Charles Nunn, PhD, Project Co-Lead, is a Professor of Evolutionary Anthropology, Research Professor of Global Health, and the Gosnell Family Professor in Global Health at Duke University. He also serves as Director of the Triangle Center for Evolutionary Medicine. Dr. Nunn’s research focuses on the ecology of infectious diseases and the links among ecology, evolution, and global health. Dr. Nunn has investigated these topics using phylogenetic methods, mathematical modeling, and fieldwork worldwide to address a wide range of questions at the intersections of disease ecology, evolutionary medicine, and global health. In Madagascar, he investigates how land use change and market integration influence infectious disease dynamics in humans and other animals. This research focuses on rural areas and addresses global health challenges involving infectious diseases, food security, hypertension, and sleep. In ecological research, Dr. Nunn investigates zoonotic disease emergence in humans and the predictors of cross-species transmission. These projects involve large-scale informatics datasets, including phylogenetic comparative studies and meta-analyses. Across these research areas, Dr. Nunn takes an interdisciplinary approach to advance evolutionary perspectives on societally important questions, including One Health and pandemic prevention. His research is funded by the NIH, NSF, and other funding agencies. 
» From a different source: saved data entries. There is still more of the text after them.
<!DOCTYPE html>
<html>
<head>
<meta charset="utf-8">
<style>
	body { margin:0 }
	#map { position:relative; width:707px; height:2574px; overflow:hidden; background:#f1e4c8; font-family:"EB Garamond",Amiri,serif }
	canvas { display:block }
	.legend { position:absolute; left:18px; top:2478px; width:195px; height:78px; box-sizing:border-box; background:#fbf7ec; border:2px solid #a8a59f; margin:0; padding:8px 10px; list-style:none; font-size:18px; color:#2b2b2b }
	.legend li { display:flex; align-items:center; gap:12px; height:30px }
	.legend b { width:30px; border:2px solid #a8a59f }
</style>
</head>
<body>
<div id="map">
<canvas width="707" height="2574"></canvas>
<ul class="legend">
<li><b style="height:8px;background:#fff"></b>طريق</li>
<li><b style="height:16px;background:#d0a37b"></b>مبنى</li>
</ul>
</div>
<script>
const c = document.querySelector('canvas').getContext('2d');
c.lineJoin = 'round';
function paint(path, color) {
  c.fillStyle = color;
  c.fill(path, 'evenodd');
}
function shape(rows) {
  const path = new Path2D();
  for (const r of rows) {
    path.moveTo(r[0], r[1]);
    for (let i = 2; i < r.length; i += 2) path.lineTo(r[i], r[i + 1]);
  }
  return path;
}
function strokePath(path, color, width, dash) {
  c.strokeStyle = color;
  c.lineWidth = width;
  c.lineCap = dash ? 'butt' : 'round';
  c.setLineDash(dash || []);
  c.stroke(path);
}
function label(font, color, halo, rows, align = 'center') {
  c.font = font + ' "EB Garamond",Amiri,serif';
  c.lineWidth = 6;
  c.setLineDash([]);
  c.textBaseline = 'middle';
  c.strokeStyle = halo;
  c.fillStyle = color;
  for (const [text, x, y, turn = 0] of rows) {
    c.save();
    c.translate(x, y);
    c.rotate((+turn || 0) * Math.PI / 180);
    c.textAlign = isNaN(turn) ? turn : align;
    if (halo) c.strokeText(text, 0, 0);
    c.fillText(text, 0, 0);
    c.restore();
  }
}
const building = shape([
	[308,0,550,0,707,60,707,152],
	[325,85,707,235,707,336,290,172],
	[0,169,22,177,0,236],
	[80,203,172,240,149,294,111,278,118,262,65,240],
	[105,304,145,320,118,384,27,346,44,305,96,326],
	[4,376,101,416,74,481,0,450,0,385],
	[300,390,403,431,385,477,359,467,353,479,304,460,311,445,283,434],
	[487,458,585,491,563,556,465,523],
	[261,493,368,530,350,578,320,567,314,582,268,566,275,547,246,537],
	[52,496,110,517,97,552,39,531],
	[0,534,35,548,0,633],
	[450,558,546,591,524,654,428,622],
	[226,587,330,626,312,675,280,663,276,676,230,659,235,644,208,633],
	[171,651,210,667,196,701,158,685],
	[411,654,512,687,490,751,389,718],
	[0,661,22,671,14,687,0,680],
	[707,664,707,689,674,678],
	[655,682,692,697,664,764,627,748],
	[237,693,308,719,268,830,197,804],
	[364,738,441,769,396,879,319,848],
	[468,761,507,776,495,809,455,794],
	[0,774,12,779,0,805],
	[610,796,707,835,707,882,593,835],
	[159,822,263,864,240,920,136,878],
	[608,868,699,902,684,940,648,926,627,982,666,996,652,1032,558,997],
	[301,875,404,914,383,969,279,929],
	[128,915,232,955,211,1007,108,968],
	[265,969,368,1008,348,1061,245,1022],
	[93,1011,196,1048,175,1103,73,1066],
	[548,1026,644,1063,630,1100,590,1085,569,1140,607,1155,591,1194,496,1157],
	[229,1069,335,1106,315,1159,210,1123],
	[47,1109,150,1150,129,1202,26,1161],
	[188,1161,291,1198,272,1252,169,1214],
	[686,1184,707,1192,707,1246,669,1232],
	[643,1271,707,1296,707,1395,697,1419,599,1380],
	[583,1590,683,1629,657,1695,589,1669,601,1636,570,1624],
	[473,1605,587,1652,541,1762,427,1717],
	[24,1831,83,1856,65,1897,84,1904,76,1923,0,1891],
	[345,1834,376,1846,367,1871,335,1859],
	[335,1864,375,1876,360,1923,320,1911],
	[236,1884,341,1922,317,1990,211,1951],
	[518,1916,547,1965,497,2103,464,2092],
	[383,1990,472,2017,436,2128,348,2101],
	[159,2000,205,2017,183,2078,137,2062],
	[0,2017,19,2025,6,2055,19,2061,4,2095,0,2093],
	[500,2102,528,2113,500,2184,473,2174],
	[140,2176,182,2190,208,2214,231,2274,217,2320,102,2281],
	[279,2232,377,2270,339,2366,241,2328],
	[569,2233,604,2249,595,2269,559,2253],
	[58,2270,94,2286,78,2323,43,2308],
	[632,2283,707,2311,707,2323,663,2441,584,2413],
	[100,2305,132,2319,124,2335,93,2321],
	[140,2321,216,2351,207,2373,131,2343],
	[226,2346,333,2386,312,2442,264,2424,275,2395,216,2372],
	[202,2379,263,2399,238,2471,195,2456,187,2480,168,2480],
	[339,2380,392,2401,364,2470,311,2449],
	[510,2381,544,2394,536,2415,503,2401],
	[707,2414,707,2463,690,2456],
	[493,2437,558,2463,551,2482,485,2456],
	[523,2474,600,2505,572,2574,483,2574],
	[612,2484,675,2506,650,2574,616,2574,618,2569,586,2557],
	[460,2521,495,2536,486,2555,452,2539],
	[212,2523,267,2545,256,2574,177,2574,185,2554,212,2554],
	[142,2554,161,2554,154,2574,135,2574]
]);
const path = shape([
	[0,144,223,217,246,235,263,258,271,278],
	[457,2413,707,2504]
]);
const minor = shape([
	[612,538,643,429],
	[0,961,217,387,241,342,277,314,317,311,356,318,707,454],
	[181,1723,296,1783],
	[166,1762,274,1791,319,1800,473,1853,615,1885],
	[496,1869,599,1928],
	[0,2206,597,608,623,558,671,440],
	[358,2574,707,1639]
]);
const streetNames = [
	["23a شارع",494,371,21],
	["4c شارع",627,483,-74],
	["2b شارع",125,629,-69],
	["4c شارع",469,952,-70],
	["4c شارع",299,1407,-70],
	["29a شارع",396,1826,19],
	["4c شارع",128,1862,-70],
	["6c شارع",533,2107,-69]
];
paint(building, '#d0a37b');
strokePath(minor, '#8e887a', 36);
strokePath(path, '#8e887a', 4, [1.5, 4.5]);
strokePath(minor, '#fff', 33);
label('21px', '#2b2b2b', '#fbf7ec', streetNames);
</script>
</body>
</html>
Dr. Nunn’s strong interest in global health and pandemic preparedness has led to the formation of a scholarly community around Predictive Intelligence for Pandemic Prevention in Research Triangle Park, NC, funded by the NSF. He is the author of Infectious Diseases of Primates: Behavior, Ecology and Evolution and The Comparative Approach in Evolutionary Anthropology and Biology, as well as nearly 200 scientific articles and book chapters. 

As Lead for MISM Research Project 3, Dr. Nunn will oversee the development of more traditional agent-based models of epidemics that incorporate immune heterogeneity among the agents.